## WHAT IS BEING ASKED:
How many lines of these entries hold the string "Almeida"? Reply with the number alone.

Collected data entries
################

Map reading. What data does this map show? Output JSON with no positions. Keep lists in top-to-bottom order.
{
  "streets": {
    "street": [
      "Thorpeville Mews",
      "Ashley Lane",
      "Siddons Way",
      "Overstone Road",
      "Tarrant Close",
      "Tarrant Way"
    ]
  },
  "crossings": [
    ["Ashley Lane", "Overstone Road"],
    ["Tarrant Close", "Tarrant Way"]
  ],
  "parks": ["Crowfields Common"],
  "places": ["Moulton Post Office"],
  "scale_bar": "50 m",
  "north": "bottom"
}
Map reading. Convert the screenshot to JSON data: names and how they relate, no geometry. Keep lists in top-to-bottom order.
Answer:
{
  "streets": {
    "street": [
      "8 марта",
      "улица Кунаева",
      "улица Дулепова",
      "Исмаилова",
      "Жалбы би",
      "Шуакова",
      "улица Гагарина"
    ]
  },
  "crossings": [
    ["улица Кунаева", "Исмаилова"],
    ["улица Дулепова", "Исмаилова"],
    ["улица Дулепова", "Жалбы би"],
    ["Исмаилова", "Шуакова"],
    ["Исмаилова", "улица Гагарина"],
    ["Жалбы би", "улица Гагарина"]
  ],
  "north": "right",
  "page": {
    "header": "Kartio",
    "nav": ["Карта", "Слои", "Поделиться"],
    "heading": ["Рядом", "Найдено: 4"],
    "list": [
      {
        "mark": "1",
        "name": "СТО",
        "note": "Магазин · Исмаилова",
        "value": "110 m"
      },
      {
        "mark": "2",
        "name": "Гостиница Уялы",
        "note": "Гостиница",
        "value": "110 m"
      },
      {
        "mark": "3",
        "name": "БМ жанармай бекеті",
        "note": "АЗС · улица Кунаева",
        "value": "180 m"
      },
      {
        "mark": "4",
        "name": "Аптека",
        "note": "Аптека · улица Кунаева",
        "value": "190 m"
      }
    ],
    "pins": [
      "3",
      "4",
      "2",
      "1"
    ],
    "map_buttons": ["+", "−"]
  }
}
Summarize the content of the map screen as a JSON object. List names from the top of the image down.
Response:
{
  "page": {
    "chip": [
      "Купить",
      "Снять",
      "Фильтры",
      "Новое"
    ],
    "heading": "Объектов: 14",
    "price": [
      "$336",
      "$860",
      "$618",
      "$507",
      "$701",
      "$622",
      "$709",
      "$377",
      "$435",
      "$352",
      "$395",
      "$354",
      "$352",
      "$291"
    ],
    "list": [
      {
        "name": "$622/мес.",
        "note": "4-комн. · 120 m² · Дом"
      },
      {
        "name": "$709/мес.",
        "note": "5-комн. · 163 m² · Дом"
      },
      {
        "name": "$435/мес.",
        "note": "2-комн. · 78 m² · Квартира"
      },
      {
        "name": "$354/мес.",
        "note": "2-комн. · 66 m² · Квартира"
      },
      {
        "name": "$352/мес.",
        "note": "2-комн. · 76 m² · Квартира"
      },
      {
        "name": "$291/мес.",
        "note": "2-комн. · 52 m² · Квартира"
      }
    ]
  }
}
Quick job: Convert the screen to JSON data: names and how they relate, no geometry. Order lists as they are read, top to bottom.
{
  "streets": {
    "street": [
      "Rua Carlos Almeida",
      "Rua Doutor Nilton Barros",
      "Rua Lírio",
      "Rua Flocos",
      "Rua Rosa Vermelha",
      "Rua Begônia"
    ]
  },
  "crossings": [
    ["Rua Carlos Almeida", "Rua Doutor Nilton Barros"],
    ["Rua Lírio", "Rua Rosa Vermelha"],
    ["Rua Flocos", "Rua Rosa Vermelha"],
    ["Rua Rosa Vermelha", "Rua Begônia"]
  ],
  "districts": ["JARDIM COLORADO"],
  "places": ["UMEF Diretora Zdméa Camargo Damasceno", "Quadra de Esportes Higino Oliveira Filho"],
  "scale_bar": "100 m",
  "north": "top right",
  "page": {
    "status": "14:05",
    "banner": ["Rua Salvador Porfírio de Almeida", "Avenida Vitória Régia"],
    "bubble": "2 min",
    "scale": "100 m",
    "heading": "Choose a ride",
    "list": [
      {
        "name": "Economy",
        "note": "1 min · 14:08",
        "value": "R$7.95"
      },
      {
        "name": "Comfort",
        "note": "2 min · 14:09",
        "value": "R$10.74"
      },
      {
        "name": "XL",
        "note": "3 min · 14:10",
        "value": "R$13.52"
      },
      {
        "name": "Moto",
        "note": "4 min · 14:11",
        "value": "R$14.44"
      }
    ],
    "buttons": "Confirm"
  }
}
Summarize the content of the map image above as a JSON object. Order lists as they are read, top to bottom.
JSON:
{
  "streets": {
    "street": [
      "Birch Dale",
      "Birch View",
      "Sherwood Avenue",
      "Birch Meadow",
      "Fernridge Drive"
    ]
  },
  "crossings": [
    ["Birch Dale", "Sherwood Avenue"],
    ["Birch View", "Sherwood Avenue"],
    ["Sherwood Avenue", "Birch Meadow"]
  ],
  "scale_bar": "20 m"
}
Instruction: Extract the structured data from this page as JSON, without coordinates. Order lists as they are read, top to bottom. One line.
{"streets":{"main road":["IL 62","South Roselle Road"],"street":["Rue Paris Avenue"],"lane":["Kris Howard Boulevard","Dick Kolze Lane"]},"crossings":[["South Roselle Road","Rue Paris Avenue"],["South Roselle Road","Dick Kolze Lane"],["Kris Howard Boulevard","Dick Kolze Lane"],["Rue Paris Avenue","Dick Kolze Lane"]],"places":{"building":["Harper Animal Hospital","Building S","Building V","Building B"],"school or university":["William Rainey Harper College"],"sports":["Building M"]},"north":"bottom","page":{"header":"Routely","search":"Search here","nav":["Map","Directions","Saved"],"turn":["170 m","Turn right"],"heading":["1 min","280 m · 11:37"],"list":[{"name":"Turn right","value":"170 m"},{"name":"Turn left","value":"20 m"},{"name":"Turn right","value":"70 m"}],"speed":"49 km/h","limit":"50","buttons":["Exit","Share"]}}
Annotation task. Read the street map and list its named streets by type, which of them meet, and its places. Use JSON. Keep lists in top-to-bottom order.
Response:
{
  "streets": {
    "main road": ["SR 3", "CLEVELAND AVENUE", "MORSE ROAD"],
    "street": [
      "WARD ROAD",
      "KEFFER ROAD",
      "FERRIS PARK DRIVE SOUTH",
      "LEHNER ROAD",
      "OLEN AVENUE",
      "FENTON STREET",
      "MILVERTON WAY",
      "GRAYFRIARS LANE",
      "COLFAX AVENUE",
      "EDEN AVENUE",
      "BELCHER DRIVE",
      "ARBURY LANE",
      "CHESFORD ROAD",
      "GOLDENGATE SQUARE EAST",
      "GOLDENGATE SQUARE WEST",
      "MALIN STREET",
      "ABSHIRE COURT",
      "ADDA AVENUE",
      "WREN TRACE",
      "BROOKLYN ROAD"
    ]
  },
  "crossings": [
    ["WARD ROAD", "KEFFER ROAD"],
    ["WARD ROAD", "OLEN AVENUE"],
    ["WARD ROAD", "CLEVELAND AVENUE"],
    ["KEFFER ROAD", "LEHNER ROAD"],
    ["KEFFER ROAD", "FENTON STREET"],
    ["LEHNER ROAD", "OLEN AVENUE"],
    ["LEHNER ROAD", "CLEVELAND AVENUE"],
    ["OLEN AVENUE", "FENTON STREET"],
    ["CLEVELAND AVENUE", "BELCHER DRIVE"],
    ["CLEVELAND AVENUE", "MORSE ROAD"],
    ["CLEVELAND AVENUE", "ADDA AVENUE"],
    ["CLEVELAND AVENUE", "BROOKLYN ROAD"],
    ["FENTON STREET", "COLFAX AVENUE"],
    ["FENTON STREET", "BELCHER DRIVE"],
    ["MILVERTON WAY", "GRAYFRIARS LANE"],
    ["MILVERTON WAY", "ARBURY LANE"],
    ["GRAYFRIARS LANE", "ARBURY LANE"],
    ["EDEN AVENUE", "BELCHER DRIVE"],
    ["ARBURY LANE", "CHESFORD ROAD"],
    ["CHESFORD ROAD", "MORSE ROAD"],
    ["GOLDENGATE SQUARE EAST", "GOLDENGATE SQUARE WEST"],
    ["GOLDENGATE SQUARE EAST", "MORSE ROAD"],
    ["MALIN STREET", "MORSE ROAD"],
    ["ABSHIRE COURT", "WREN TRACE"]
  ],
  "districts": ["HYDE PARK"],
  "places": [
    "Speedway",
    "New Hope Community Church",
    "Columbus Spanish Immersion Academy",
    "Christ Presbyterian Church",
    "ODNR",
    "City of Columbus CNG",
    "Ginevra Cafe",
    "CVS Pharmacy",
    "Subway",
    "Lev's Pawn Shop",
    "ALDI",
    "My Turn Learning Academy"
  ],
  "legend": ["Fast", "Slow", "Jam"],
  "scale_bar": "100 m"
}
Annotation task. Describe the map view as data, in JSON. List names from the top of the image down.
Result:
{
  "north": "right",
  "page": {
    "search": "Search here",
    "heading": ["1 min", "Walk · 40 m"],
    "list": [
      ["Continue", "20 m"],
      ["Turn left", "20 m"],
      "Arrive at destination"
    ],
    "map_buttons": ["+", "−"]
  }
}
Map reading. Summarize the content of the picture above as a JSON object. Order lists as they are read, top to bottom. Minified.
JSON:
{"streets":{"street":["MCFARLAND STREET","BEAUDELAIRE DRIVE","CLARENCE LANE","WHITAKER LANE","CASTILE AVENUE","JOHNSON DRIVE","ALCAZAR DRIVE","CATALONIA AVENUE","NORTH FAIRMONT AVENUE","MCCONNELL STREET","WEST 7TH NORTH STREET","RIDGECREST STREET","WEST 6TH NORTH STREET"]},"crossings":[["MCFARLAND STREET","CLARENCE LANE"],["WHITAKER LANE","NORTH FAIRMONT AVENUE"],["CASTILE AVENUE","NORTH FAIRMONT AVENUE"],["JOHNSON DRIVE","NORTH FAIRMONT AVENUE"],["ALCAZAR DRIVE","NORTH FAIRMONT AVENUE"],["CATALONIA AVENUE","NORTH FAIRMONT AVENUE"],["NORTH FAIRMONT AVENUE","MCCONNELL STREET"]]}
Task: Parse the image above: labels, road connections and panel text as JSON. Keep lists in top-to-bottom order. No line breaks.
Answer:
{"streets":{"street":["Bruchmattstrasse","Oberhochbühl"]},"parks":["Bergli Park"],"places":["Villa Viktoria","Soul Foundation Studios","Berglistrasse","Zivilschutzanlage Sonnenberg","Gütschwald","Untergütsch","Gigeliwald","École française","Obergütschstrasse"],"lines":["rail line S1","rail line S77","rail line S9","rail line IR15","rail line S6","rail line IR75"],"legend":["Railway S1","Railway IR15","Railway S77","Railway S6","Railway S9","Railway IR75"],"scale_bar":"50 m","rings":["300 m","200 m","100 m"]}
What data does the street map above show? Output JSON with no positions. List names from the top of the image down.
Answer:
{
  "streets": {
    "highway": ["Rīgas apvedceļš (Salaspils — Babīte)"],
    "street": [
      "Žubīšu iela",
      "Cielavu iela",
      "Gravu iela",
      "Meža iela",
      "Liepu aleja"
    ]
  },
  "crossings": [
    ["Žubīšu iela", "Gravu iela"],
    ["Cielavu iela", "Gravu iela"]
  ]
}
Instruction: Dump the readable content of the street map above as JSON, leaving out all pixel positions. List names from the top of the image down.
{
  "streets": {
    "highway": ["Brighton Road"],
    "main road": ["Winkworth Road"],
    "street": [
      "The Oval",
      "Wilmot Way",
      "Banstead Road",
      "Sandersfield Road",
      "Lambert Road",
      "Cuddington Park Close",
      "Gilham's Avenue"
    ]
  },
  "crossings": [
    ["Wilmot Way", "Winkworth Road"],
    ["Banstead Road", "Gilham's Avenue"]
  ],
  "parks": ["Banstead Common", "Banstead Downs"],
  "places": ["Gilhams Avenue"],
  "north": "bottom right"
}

################

## ANSWER AREA:
3